Les aspects dominants de l’art de Prévert sont la spontanéité et l’oralité nourris des influences surréalistes faites d’expressivité nouvelle et de provocation fondée sur des procédés d’accumulations, anaphores, coq à l’âne (propres au « cadavres exquis » des surréalistes ), ainsi que de procédés d’une poésie plus traditionnelle faite d’allitération, de rimes riches et de recherche du mot phare.

Mais « Paroles » est aussi l’oeuvre du dramaturge et du dialoguiste de film que Prévert était déjà bien avant la parution du recueil. Il témoigne d’un sens inné des situations et des progressions dramatiques. Prévert joue avec le lecteur comme avec un spectateur de théâtre et certains poèmes (« Rue de Seine », « La grasse matinée », « Barbara »), grâce à la précision et l’efficacité du dialogue, entraîne le spectateur dans une inextricable émotion.
Le succès de « Paroles » fut immédiat et révéla le vide qu’il semblait combler : une première édition de 5.000 exemplaires fut lancée une semaine après la parution. Son succès ensuite ne s’est jamais démenti et sa diffusion en collection de poche dans les années 70 atteignit même le chiffre record de 2,5 millions d’exemplaires.

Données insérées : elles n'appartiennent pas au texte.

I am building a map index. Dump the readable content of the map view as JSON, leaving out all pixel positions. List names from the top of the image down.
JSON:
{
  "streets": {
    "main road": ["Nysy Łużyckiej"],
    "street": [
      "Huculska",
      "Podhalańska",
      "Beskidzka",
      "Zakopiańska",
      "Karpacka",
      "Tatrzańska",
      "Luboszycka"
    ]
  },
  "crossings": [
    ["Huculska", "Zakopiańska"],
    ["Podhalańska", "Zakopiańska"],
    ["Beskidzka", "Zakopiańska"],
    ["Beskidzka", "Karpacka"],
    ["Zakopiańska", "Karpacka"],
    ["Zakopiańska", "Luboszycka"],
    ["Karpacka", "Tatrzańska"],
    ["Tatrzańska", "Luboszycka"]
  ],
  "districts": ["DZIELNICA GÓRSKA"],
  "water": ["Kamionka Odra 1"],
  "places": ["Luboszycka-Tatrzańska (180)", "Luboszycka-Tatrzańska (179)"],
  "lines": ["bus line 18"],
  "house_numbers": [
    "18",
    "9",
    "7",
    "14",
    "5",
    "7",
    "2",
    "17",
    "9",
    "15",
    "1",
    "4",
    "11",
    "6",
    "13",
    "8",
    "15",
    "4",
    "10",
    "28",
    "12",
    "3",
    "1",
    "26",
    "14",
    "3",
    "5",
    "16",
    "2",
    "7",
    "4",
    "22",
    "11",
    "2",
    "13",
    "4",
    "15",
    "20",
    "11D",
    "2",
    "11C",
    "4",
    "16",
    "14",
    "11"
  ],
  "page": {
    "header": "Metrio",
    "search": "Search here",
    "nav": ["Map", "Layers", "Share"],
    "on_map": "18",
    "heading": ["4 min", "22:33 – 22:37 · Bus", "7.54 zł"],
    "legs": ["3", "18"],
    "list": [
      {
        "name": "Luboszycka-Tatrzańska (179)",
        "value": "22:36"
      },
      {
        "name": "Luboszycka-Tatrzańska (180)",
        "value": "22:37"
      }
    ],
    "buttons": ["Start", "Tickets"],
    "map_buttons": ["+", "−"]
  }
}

Prévert passa donc avec « Paroles » du dialogue de film à la chanson et il me semble caractéristique qu’avec lui la poésie se soit engagée dans une voie populaire où la musique accouche de mots et où les mots osent enfin révéler leur musique. Car pour moi, sans conteste, l’expression forte de l’après guerre en France et qui a influencé tout ce qui est venu après, c’est avant tout Céline (au-delà bien sûr de la chanson) et aussi Trenet, Brassens… et Prévert.

 

Pourquoi pas d’autres?…. 

Qui de Trenet, Brassens, Céline ou Prévert est le plus grand phraseur, le plus grand poète,  le plus nécessaire à nos panthéons intimes ? On se gardera bien de répondre tant le choix semble disparate et les qualités de chacun sur des plans différents.
Et pourtant, tous quatre ont été le souffle irrésistible de l’après guerre, le décorcetage de la langue, une parole enfin immédiate, une chanson directement accessible adressée intimement et fortement à chacun d’entre nous. Tous, sous l’apparence d’une écriture spontanée et presque automatique distillent une parole directe, incisive et pourtant ciselée à l’extrême.
On aurait pu imaginer du reste un stage, à partir des chansons de Brassens ou de Trenet  mais les musiques de leurs chansons ont tellement imprégné les textes proprement dits, que s’en extraire aurait été déjà un stage à lui tout seul.
Prévert est, me semble-t-il plus directement utilisable à une adaptation dramatique : il est lui-même dramaturge (un de ses recueils ne s’intitule-t-il pas « Théâtre « ?), et un des plus illustres dialoguistes de cinéma. Les poèmes de « Paroles » recèlent d’arrière plans révélateurs, de situations inavouées, de confidences qu’on sussure à l’oreille et au coeur. Tout, dans « Paroles » ouvre l’imaginaire et force à inventer des situations, des intimités, des nécessités à proférer et à vivre les mots de l’auteur.

 

Pourquoi « Paroles » ?

Je me suis longtemps méfié du phénomène Prévert. Dans les années 60/70, quand j’ai commencé à faire du théâtre, Prévert restait l’absolu symbole de la modernité, du culot, du socialisme, du combat pour la liberté, de la subversion et de la nouvelle poésie.
Monter du Prévert était à la fois audacieux et original, et la suprême originalité étant déjà de faire comme tout me monde, tout metteur en scène digne de ce nom avait inévitablement un spectacle-Prévert dans ses tiroirs.
Les spectacles-Prévert que j’ai vus à l’époque ne m’auront pas laissé un souvenir impérissable et le résultat n’était guère convaincant : mettre en scène un spectacle poétique consistait à l’époque à démontrer d’abord la sensibilité de l’auteur, et les acteurs semblaient n’être mus que par deux intentions : « Regardez comme ce que je suis en train de dire est beau, et intelligent ».
Malgré mon attirance ancestrale pour Prévert, j’ai longtemps jugé que son succès était pour beaucoup un phénomène de mode qui passerait et que les valeurs théâtrales de sa poésie avait, pour l’instant, du mal à se concrétiser dans une réalité, sans  sombrer dans un discours idéalisant.
Et puis la mode a passé et on n’a plus songé à monter Prévert, si bien que quand,  au cours de différents stages, certains comédiens ont émis le souhait de travailler « Barbara », « Le cancre » ou »La grasse matinée », j’ai eu d’abord la sensation d’avoir affaire à un écrivain dépassé, poussiéreux, que j’avais trop aimé pour qu’il en restât quelque chose et c’est presqu’avec condescendance que je retrouvais sa « parole », défendue par l’enthousiasme de nouvelles générations d’acteurs.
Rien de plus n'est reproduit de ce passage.